Records from a collection
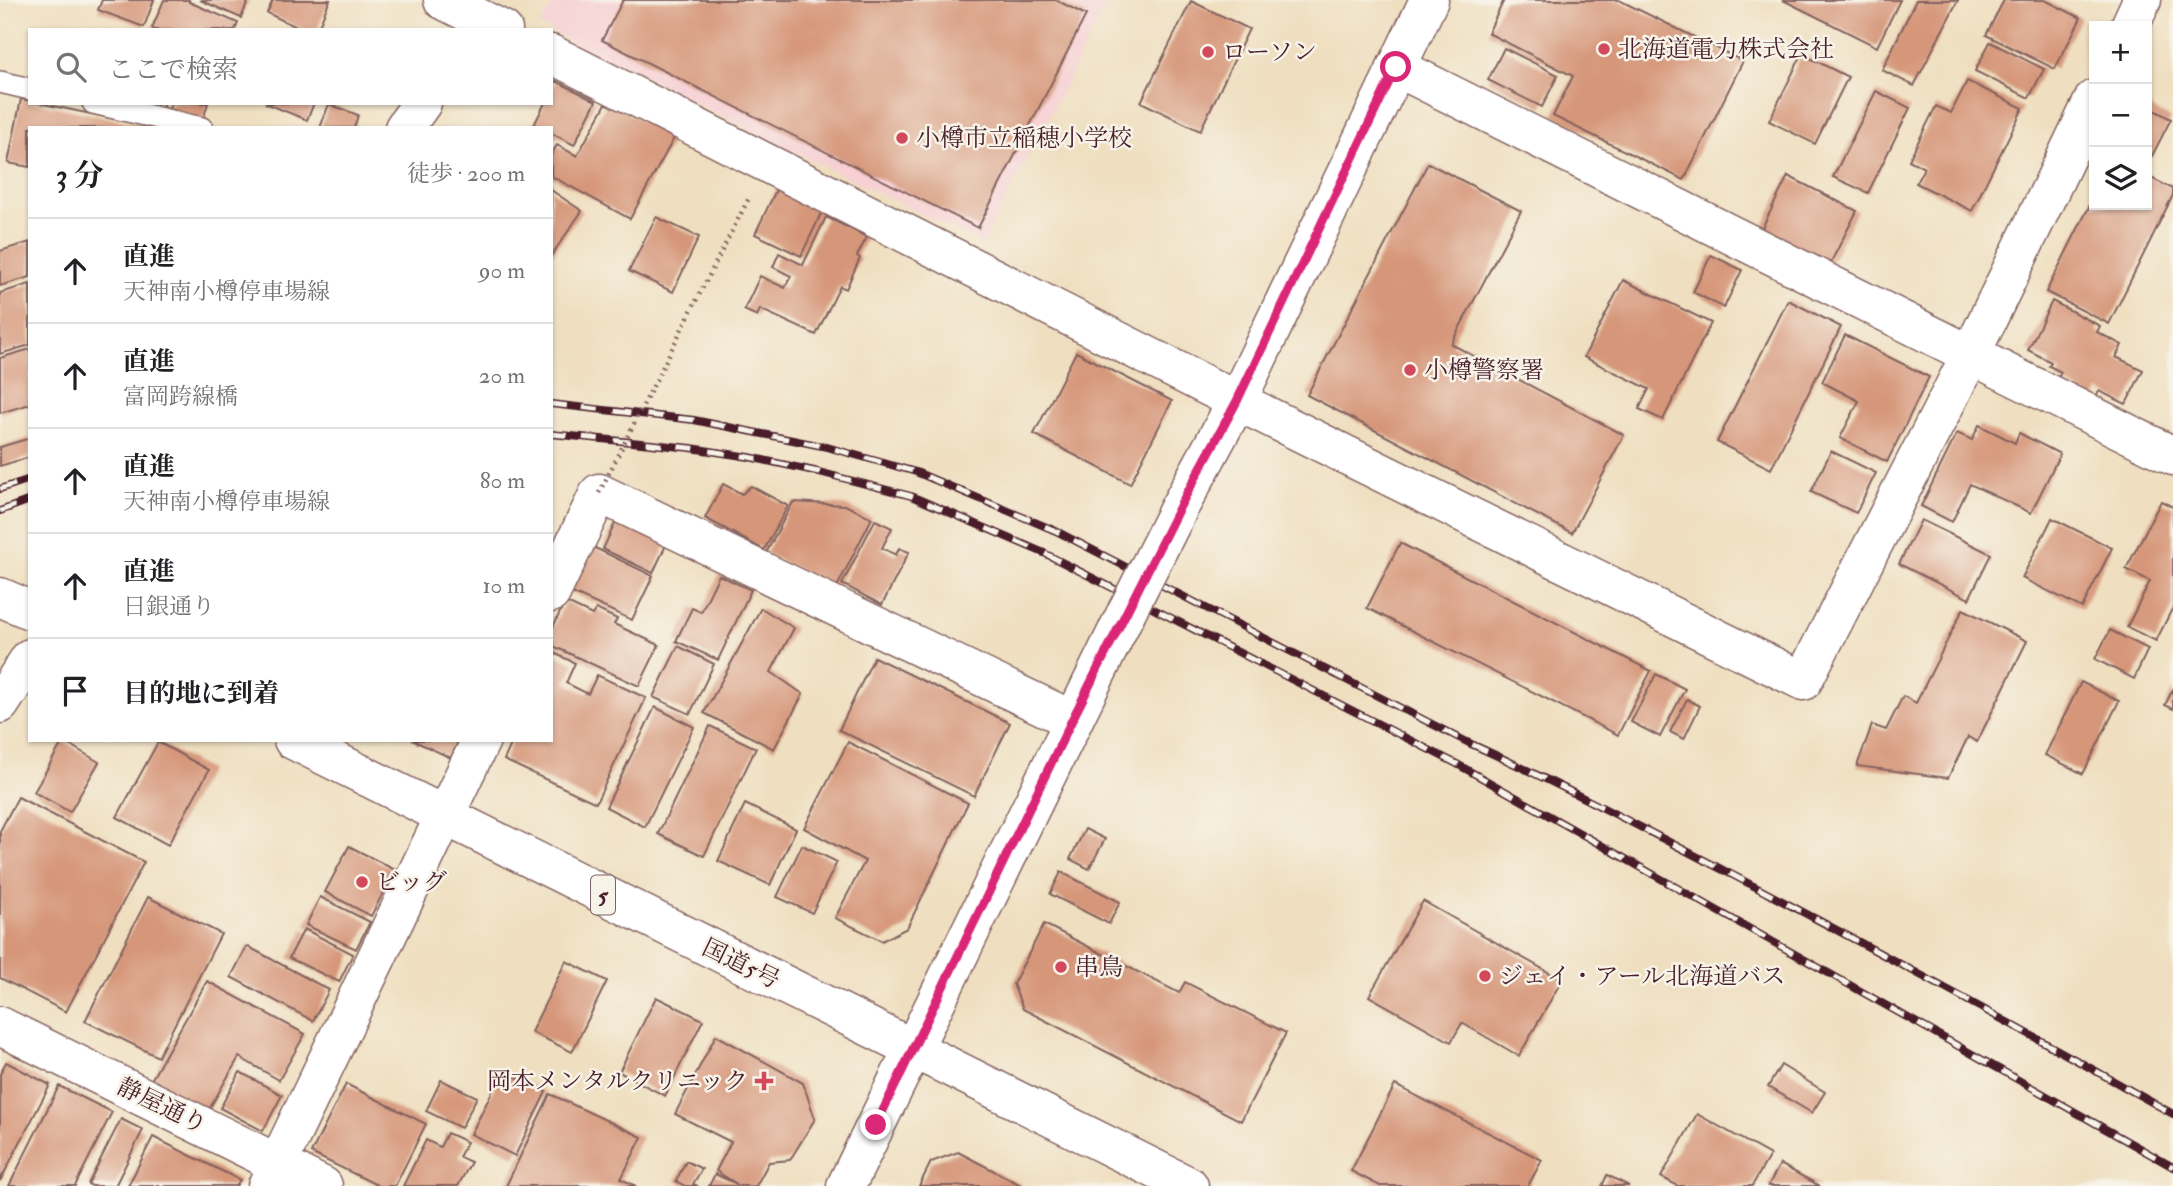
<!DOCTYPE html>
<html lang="ja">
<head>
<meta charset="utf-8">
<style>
	:root { --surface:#fff; --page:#f6f6f6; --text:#202124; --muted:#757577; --line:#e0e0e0 }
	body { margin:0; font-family:"IM FELL Double Pica","Noto Serif JP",serif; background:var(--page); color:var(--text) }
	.controls { position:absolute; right:21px; top:21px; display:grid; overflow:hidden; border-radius:0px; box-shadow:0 2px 5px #0004 }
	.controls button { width:63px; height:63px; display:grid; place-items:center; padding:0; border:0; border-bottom:2px solid var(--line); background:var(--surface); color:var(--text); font:35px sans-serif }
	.stop { position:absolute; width:21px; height:21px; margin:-16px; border:5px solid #db2777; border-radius:50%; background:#fff }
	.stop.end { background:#db2777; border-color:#fff; box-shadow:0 2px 7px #0008 }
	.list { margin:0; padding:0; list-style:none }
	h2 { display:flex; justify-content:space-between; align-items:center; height:91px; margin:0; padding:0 28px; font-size:30px }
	h2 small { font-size:23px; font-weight:400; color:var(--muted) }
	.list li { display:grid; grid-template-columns:46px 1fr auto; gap:21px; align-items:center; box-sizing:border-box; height:105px; padding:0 28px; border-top:2px solid var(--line) }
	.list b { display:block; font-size:26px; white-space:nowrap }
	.list p { margin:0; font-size:23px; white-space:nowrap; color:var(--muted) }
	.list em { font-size:23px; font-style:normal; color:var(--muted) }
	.icon { flex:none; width:38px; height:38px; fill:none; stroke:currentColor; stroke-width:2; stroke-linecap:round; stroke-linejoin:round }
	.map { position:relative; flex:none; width:2173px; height:1186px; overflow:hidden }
	.search { position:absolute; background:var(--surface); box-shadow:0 2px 5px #0004; left:28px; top:28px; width:525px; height:77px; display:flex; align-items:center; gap:18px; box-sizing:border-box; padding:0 24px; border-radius:0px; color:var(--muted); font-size:26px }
	.panel { position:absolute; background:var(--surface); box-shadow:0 2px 5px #0004; left:28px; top:126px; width:525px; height:616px; border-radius:0px }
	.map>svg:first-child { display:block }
</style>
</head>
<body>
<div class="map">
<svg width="2173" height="1186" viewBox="0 0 2173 1186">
	<rect width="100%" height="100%" fill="#f7f3e8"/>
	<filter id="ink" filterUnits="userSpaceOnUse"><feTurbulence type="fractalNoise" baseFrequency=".0143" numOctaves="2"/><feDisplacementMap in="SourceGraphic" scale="14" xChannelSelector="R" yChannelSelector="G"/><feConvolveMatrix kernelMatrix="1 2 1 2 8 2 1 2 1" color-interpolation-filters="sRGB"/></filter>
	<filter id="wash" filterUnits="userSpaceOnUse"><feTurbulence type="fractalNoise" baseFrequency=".00686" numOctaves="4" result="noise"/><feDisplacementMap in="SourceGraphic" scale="28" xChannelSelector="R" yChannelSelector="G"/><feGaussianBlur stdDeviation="1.57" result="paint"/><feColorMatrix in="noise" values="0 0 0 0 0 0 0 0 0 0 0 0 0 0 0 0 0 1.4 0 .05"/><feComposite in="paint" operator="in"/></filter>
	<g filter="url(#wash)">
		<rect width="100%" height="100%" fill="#efdfc0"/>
		<polygon fill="#f7cfd4" points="557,0 1109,0 983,244 551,32 551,30 539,25"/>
		<g id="blocks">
			<g fill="#d69679">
				<polygon points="102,0 154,0 144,27 98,10"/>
				<polygon points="164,0 189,0 189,2 238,23 235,30 155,30 152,28"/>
				<polygon points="200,0 249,0 241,18"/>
				<polygon points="273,0 330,0 317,30 303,30 267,13"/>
				<polygon points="623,0 1056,0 1086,15 978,228 602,40"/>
				<polygon points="1504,0 1619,0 1743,61 1684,180 1553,116 1573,76 1488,33"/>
				<polygon points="1783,0 1900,0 1877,47"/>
				<polygon points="1916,0 1958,0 1914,86 1882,70"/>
				<polygon points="2004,0 2045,0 2081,18 2055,69 1986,35"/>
				<polygon points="1191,1 1249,29 1200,131 1141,102"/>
				<polygon points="1990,42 2044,69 2029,98 1975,71"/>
				<polygon points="1504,48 1558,75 1542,107 1488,80"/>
				<polygon points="1802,54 1848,77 1815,144 1769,121"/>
				<polygon points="556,81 596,101 574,145 551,133 551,128 540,128 534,125 545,103 551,103 551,90"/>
				<polygon points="1967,81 2023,108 1972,211 1916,183 1924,168 1909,160 1936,106 1951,113"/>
				<polygon points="1876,91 1910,108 1868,193 1833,177"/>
				<polygon points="21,99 30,101 30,103 39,103 157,128 30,128 30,167 8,163"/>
				<polygon points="607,102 674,138 630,219 551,176 551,155 557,145 577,156"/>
				<polygon points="147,103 164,103 162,109"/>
				<polygon points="171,103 208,103 203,120 169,109"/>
				<polygon points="265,103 314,103 307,120"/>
				<polygon points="329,104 358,115 354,128 320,128"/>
				<polygon points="2147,106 2171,119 2152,156 2147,154"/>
				<polygon points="1428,163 1521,211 1451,344 1624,435 1572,533 1307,395"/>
				<polygon points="1788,176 1857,211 1830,264 1761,230"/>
				<polygon points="2147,176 2173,189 2173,195 2109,324 2046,292 2094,197 2094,205 2147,205"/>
				<polygon points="777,188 823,210 801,256 755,234"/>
				<polygon points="551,190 582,211 551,256"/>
				<polygon points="656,217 699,237 673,292 629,271"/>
				<polygon points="826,217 867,237 857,256 860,258 846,289 840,286 816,335 760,309 757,316 744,310 760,276 785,288 791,276 773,267 779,253 803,265"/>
				<polygon points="30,242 30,277 0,286 0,251"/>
				<polygon points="1711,255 1742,270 1724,308 1693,292"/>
				<polygon points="1623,280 1711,323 1663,420 1639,409 1649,389 1584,357"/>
				<polygon points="30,284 30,345 0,354 0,293"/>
				<polygon points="1788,300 1841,327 1771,469 1717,442"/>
				<polygon points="2052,301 2100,326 2097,332 2122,345 2116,357 2143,370 2126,404 2099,391 2095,399 2057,380 2061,372 2049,366 2051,362 2028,350"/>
				<polygon points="1845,335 1929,377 1887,462 1840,438 1859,401 1822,382"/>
				<polygon points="30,349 30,404 0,413 0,358"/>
				<polygon points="1076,352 1172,401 1130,484 1034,434"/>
				<polygon points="1979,425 2015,443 2019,433 2060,454 2031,513 1970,484 1952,522 1921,506 1957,433 1972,440"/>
				<polygon points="30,438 30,457 0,466 0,447"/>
				<polygon points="1831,451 1876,473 1856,513 1811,492"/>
				<polygon points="723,484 742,494 751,486 788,506 764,550 705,518"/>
				<polygon points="2161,501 2173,507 2173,607 2156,641 2127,627 2150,581 2126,569"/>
				<polygon points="793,502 845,505 872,518 836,589 766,553"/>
				<polygon points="2052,518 2112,548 2082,608 2022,578"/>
				<polygon points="875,520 892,528 882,548 896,555 899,548 909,552 882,605 842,584"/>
				<polygon points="1921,520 1991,554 1969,599 1899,564"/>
				<polygon points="616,521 666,545 653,573 603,549"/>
				<polygon points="1400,543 1651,671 1618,735 1367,608"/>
				<polygon points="591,546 653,576 632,620 570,592"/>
				<polygon points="719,575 751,590 718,660 676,641 692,608 701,612"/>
				<polygon points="565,602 592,615 596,609 617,619 614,624 659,645 639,686 551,645 551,631"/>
				<polygon points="761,608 794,628 771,672 803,694 774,749 704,713"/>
				<polygon points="1963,609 2027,641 1977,742 1968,737 1948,778 1857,766 1872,725 1886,730 1903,696 1916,703"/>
				<polygon points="2110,630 2148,649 2134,679 2095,659"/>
				<polygon points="678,646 714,664 690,714 653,697"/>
				<polygon points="554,653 575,663 566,683 588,694 597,675 646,698 596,803 504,760 513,740 551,740 551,658"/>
				<polygon points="874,657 1010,723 974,796 839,730"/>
				<polygon points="1656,674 1685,689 1660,737 1631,722"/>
				<polygon points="2081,682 2119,701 2083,774 2045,755"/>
				<polygon points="2173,689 2173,709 2165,705"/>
				<polygon points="1687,699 1700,706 1684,739 1670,732"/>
				<polygon points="655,707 694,727 645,827 606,807"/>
				<polygon points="710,726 756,748 704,856 658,834"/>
				<polygon points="412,740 459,740 451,758"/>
				<polygon points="63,741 99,762 70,812 34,792"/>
				<polygon points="158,742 209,770 168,845 117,817"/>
				<polygon points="848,742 968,803 907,928 882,941 835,918 865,861 804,828"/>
				<polygon points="18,797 144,862 66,1012 0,978 0,831"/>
				<polygon points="745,804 796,829 770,885 718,861"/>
				<polygon points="1085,829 1105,839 1089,869 1070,859"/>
				<polygon points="802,845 837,862 812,913 777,897"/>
				<polygon points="349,846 395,870 371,916 325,892"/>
				<polygon points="1061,872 1120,902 1109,924 1050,894"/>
				<polygon points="148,897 221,934 158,1057 85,1021"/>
				<polygon points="320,897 370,922 356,949 306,925"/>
				<polygon points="1423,901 1562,980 1519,1056 1462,1023 1451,1042 1369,996"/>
				<polygon points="1044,924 1179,993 1185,982 1286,1033 1241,1121 1023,1009 1013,984"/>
				<polygon points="304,929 353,954 339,982 289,958"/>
				<polygon points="247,946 329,990 313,1021 231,977"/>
				<polygon points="566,961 607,981 572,1052 531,1032"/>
				<polygon points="207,981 305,1034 279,1080 239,1057 207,1113 150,1082"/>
				<polygon points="656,997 703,1020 665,1096 619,1072"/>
				<polygon points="716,1035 803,1083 815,1119 790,1160 769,1162 756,1186 709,1186 715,1174 737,1184 716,1171 731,1142 675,1114"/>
				<polygon points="6,1062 50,1085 0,1181 0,1074"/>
				<polygon points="1781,1065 1825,1092 1812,1113 1768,1087"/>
				<polygon points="503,1070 546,1092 515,1156 471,1134"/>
				<polygon points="240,1072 282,1095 263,1131 220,1108"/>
				<polygon points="441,1080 477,1097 461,1128 426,1111"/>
				<polygon points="346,1084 426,1124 395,1186 379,1186 311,1153"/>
				<polygon points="1395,1085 1542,1160 1528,1186 1380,1186 1351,1171"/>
				<polygon points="59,1086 112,1112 75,1186 9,1186"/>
				<polygon points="550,1094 642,1137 621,1179 636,1186 506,1186"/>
				<polygon points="1697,1114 1770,1155 1752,1186 1678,1186 1661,1177"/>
				<polygon points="121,1119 143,1130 115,1186 92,1186 88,1184"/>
				<polygon points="447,1133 467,1142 459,1157 471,1162 458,1186 403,1186 426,1140 440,1147"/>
				<polygon points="153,1137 240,1180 236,1186 128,1186"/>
				<polygon points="958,1152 1023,1186 919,1186 931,1162"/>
				<polygon points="686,1161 702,1169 693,1184 698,1186 685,1186 676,1181"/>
				<polygon points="1780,1164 1820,1186 1768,1186"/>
				<polygon points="1607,1175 1629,1186 1602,1186"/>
			</g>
		</g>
	</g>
	<g filter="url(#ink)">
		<use href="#blocks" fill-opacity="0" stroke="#84625f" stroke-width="2"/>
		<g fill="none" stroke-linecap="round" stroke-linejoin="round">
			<g stroke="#84625f" stroke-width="24">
				<g id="lane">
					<polyline points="0,82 30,89"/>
					<polyline points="93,103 202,128"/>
				</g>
			</g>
			<g stroke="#84625f" stroke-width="41">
				<g id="street">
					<polyline points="2130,26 2142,0"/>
					<polyline points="1396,67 2173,456"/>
					<polyline points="1237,401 1803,681 1971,354 2094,99"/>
					<polyline points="551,593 599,493 1072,720"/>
					<polyline points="0,1026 323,1186"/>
					<polyline points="267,1186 481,740"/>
				</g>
			</g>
			<g stroke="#84625f" stroke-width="41">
				<g id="secondary">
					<polyline points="443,0 503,30"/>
					<polyline points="551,54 1237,401"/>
					<polyline points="404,128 422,103"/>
					<polyline points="1179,508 1237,401 1429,0"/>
					<polyline points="0,704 30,658"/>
					<polyline points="846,1186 1126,613"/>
				</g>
			</g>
			<g stroke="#84625f" stroke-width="41">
				<g id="highway">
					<polyline points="0,597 30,610"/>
					<polyline points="293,740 1189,1186"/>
				</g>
			</g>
			<polyline stroke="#84625f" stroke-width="4.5" stroke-dasharray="2 5" stroke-linecap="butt" points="696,301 749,198"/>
			<use href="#lane" stroke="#fff" stroke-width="21"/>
			<use href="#street" stroke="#fff" stroke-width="38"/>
			<use href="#secondary" stroke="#fff" stroke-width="38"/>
			<use href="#highway" stroke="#fff" stroke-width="38"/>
			<g stroke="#4a1f2b" stroke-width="8">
				<g id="rail">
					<path d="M551,404L694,420L827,447L916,472L1056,531L1469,743C1556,782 1640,827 1725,871C1876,950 2025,1031 2173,1114"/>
					<polyline points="551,434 691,448 749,457 819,472 911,496 1044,553 1457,764 2173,1167"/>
					<polyline points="0,489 30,479"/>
					<polyline points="0,511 30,500"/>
				</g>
			</g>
			<use href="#rail" stroke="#f7f3e8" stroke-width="5" stroke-dasharray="16" stroke-linecap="butt"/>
			<g stroke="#84625f" stroke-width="41" stroke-linecap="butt">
				<polyline id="secondary-bridge" points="1126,613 1179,508"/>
			</g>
			<polyline stroke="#84625f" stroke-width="4.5" stroke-dasharray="2 5" stroke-linecap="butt" points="599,493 696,301"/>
			<use href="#secondary-bridge" stroke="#fff" stroke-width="38"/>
		</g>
	</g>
	<g fill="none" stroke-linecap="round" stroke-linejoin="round" filter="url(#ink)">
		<polyline stroke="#db2777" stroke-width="9" points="876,1125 1072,720 1179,508 1237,401 1396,67"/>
	</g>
	<g fill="#d1495b" stroke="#f7f3e8" stroke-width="2.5">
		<circle cx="1604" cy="49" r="7"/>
		<circle cx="1208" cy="52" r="7"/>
		<circle cx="902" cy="138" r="7"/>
		<circle cx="1410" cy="370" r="7"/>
		<circle cx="362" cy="882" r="7"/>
		<circle cx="1061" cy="967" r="7"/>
		<circle cx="1485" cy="976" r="7"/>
		<path d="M760.5 1070.5h7v7h7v7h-7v7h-7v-7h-7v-7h7z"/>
	</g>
	<g text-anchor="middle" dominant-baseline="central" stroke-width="5" stroke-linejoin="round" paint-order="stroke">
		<rect fill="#f7f3e8" stroke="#7e5f64" stroke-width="2" x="591" y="875.5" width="24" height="39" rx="5"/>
		<g font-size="23" font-weight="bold" fill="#4a1f2b">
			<text x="603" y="895">5</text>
		</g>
		<g font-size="24" fill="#4a1f2b" stroke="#f7f3e8" text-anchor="start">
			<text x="1618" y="49">北海道電力株式会社</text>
			<text x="1222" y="52">ローソン</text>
			<text x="916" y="138">小樽市立稲穂小学校</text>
			<text x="1424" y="370">小樽警察署</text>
			<text x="376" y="882">ビッグ</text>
			<text x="1075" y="967">串鳥</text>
			<text x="1499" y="976">ジェイ・アール北海道バス</text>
			<text x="748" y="1081" text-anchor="end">岡本メンタルクリニック</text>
		</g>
		<g font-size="24" fill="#4a1f2b" stroke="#f7f3e8">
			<text transform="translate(741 964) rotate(26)">国道5号</text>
			<text transform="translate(162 1106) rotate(26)">静屋通り</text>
		</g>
	</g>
</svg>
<div class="controls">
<button>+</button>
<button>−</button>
<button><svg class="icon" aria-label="layers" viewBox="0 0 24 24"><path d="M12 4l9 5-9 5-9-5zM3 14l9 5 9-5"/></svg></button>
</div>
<div class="stop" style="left:1396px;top:67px"></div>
<div class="stop end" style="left:876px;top:1125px"></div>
<div class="search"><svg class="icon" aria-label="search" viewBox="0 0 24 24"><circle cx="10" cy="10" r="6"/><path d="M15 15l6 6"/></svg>ここで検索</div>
<section class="panel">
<h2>3 分<small>徒歩 · 200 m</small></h2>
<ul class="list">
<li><svg class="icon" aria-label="ahead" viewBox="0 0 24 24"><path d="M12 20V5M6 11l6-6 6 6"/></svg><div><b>直進</b><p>天神南小樽停車場線</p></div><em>90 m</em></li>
<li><svg class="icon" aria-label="ahead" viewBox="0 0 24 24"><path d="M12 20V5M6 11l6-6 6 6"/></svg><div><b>直進</b><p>富岡跨線橋</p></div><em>20 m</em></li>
<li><svg class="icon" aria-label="ahead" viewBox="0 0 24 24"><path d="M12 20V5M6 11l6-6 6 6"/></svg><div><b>直進</b><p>天神南小樽停車場線</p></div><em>80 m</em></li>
<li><svg class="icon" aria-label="ahead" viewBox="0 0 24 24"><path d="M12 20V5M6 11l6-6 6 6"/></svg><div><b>直進</b><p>日銀通り</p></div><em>10 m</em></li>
<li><svg class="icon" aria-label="arrive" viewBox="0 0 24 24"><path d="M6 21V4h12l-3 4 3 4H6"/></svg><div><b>目的地に到着</b></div></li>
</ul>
</section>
</div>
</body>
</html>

Assigned task
Leave out the pictures. Transcribe only the lines above, from the first through the one that contains "position:absolute; right:21px; top:21px;".

Reply
<!DOCTYPE html>
<html lang="ja">
<head>
<meta charset="utf-8">
<style>
	:root { --surface:#fff; --page:#f6f6f6; --text:#202124; --muted:#757577; --line:#e0e0e0 }
	body { margin:0; font-family:"IM FELL Double Pica","Noto Serif JP",serif; background:var(--page); color:var(--text) }
	.controls { position:absolute; right:21px; top:21px; display:grid; overflow:hidden; border-radius:0px; box-shadow:0 2px 5px #0004 }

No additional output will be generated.